Control Engineering with Python

📖 Documents (GitHub)
©️ License CC BY 4.0
🏦 Mines ParisTech, PSL University

Symbols


🐍	Code	🔍	Worked Example
📈	Graph	🧩	Exercise
🏷️	Definition	💻	Numerical Method
💎	Theorem	🧮	Analytical Method
📝	Remark	🧠	Theory
ℹ️	Information	🗝️	Hint
⚠️	Warning	🔓	Solution

🐍 Imports

::: slides :::::::::::::::::::::::::::::::::::::::::::::::::::::::::::::::::::::

from numpy import *
from numpy.linalg import *
from numpy.testing import *
from scipy.integrate import *
from scipy.linalg import *
from matplotlib.pyplot import *

::::::::::::::::::::::::::::::::::::::::::::::::::::::::::::::::::::::::::::::::

::: notebook :::::::::::::::::::::::::::::::::::::::::::::::::::::::::::::::::::::

from numpy import *
import matplotlib; matplotlib.use("nbAgg")
%matplotlib notebook
from matplotlib.pyplot import *

::::::::::::::::::::::::::::::::::::::::::::::::::::::::::::::::::::::::::::::::

::: hidden :::::::::::::::::::::::::::::::::::::::::::::::::::::::::::::::::::::

# Python 3.x Standard Library
import gc
import os

# Third-Party Packages
import numpy as np; np.seterr(all="ignore")
import numpy.linalg as la
import scipy.misc
import matplotlib as mpl; mpl.use("Agg")
import matplotlib.pyplot as pp
import matplotlib.axes as ax
import matplotlib.patches as pa


#
# Matplotlib Configuration & Helper Functions
# --------------------------------------------------------------------------

# TODO: also reconsider line width and markersize stuff "for the web
#       settings".
fontsize = 10

width = 345 / 72.27
height = width / (16/9)

rc = {
    "text.usetex": True,
    "pgf.preamble": r"\usepackage{amsmath,amsfonts,amssymb}",
    #"font.family": "serif",
    "font.serif": [],
    #"font.sans-serif": [],
    "legend.fontsize": fontsize,
    "axes.titlesize":  fontsize,
    "axes.labelsize":  fontsize,
    "xtick.labelsize": fontsize,
    "ytick.labelsize": fontsize,
    "figure.max_open_warning": 100,
    #"savefig.dpi": 300,
    #"figure.dpi": 300,
    "figure.figsize": [width, height],
    "lines.linewidth": 1.0,
}
mpl.rcParams.update(rc)

# Web target: 160 / 9 inches (that's ~45 cm, this is huge) at 90 dpi
# (the "standard" dpi for Web computations) gives 1600 px.
width_in = 160 / 9

def save(name, **options):
    cwd = os.getcwd()
    root = os.path.dirname(os.path.realpath(__file__))
    os.chdir(root)
    pp.savefig(name + ".svg", **options)
    os.chdir(cwd)

def set_ratio(ratio=1.0, bottom=0.1, top=0.1, left=0.1, right=0.1):
    height_in = (1.0 - left - right)/(1.0 - bottom - top) * width_in / ratio
    pp.gcf().set_size_inches((width_in, height_in))
    pp.gcf().subplots_adjust(bottom=bottom, top=1.0-top, left=left, right=1.0-right)

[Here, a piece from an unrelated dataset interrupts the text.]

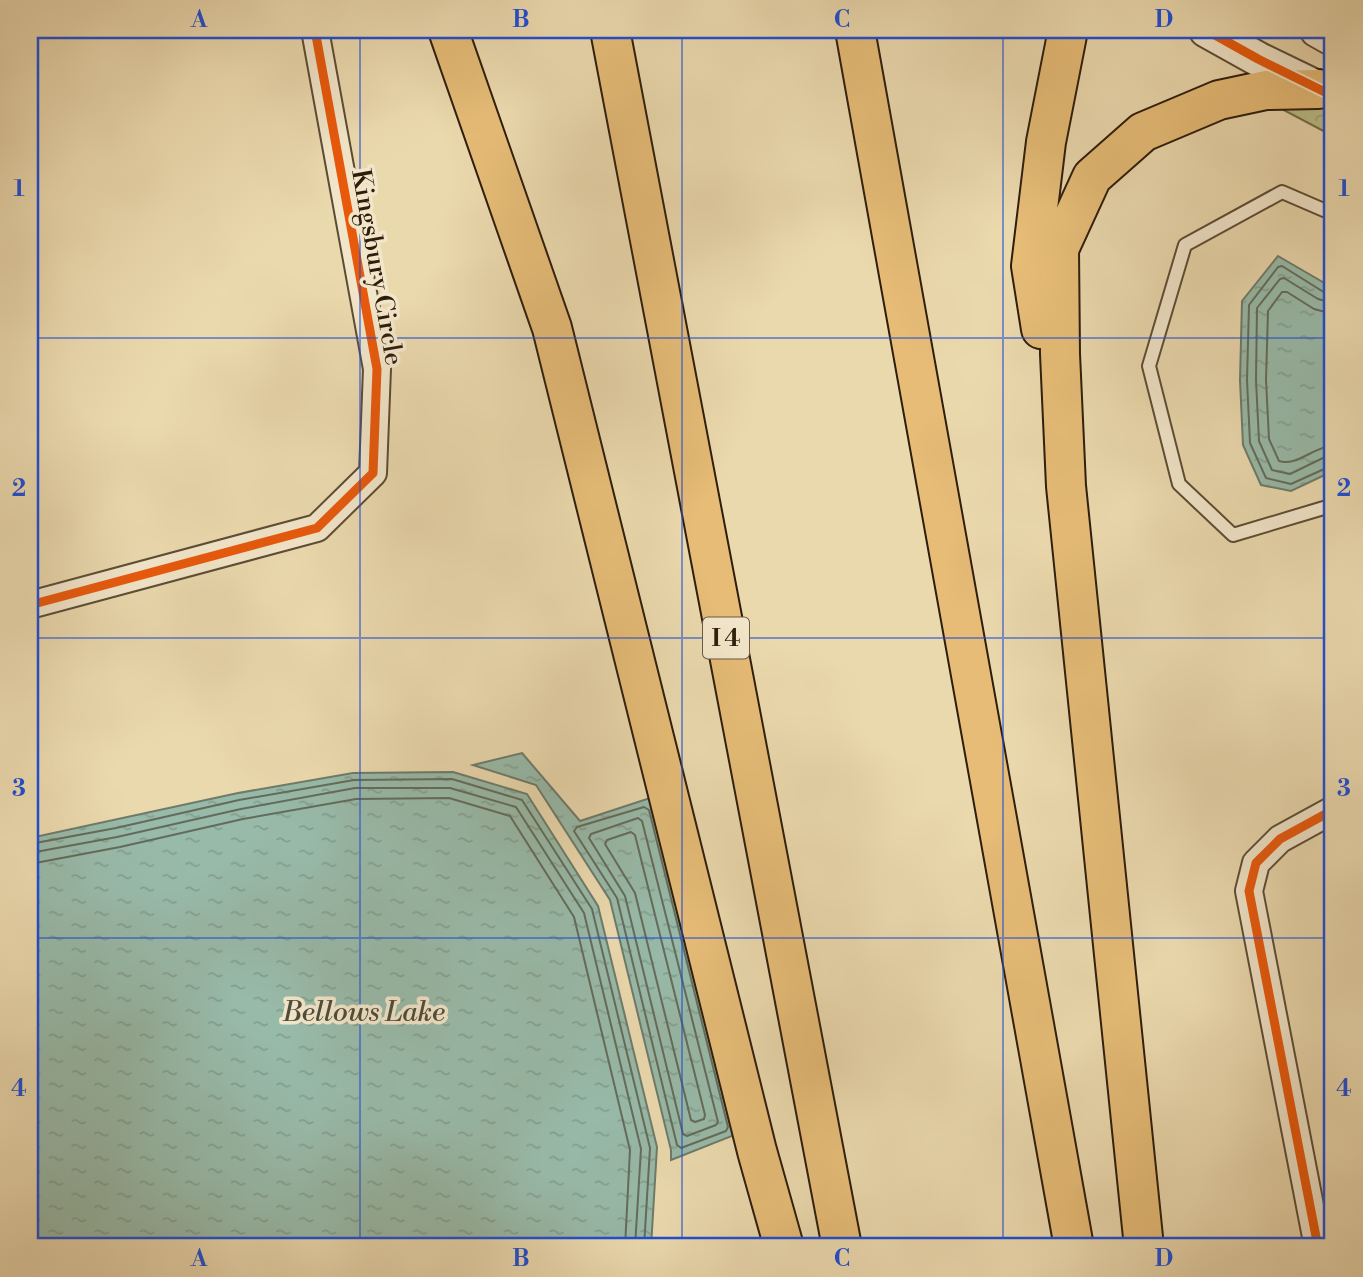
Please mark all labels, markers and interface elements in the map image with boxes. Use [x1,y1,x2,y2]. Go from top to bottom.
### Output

::::::::::::::::::::::::::::::::::::::::::::::::::::::::::::::::::::::::::::::::

🧭 Asymptotic Stabilization

When the system

$$ \dot{x} = A x, ; x \in \mathbb{R}^n $$

is not asymptotically stable at the origin, maybe there are some inputs $u \in \mathbb{R}^m$ such that

$$ \dot{x} = A x + Bu $$

that we can use to stabilize asymptotically the system?

🏷️ Linear Feedback

We search for $u$ as a linear feedback:

$$ u(t) = -K x(t) $$

for some $K \in \mathbb{R}^{m \times n}$.

📝 Note

In this scheme

⚠️ The full system state $x(t)$ must be measured.
🏷️ This information is then fed back into the system.
🏷️ The feedback closes the loop.

🏷️ Closed-Loop Diagram

💎 Closed-Loop Dynamics

When

$$ \begin{array}{rcl} \dot{x} &=& Ax + B u \\ u &=& - K x \end{array} $$

the state $x \in \mathbb{R}^n$ evolves according to:

$$ \dot{x} = (A - B K) x $$

💎 Reminder

The closed-loop system is asymptotically stable iff every eigenvalue of the matrix

$$ A - B K $$

is in the open left-hand plane.

🏷️ Spectrum as a Multiset

Multisets remember the multiplicity of their elements. It's convenient to describe the spectrum of matrices:

$$ A := \left[ \begin{array}{ccc} 1 & 0 & 0 \\ 0 & 1 & 0 \\ 0 & 0 & 2 \end{array} \right] , \Rightarrow , \sigma(A) = {1, 1, 2} $$

$$ 0 \not \in \sigma(A), , 1 \in \sigma(A), , 1 \in^2 \sigma(A), , 1 \not \in^3 \sigma(A) $$

$$ 2 \in \sigma(A), , 2 \not \in^2 \sigma(A) $$

💎 Pole Assignment

Assumptions

The system

$$ \dot{x} = A x + B u, , x \in \mathbb{R}^n, ,u\in\mathbb{R}^p $$

is controllable.
$\Lambda$ is a symmetric multiset of $n$ complex numbers:

$$ \Lambda = {\lambda_1, \dots, \lambda_n} \subset \mathbb{C} ; \mbox{ and } ; \lambda \in^k \Lambda , \Rightarrow , \overline{\lambda} \in^k \Lambda. $$

💎 Pole Assignment

Conclusion

$\Rightarrow$ There is a matrix $K \in \mathbb{R}^{n \times m}$ such that

$$ \sigma(A - B K) = \Lambda. $$

🔍 Pole Assignment

Consider the double integrator $\ddot{x} = u$

$$ \frac{d}{dt} \left[\begin{array}{c} x \ \dot{x} \end{array}\right]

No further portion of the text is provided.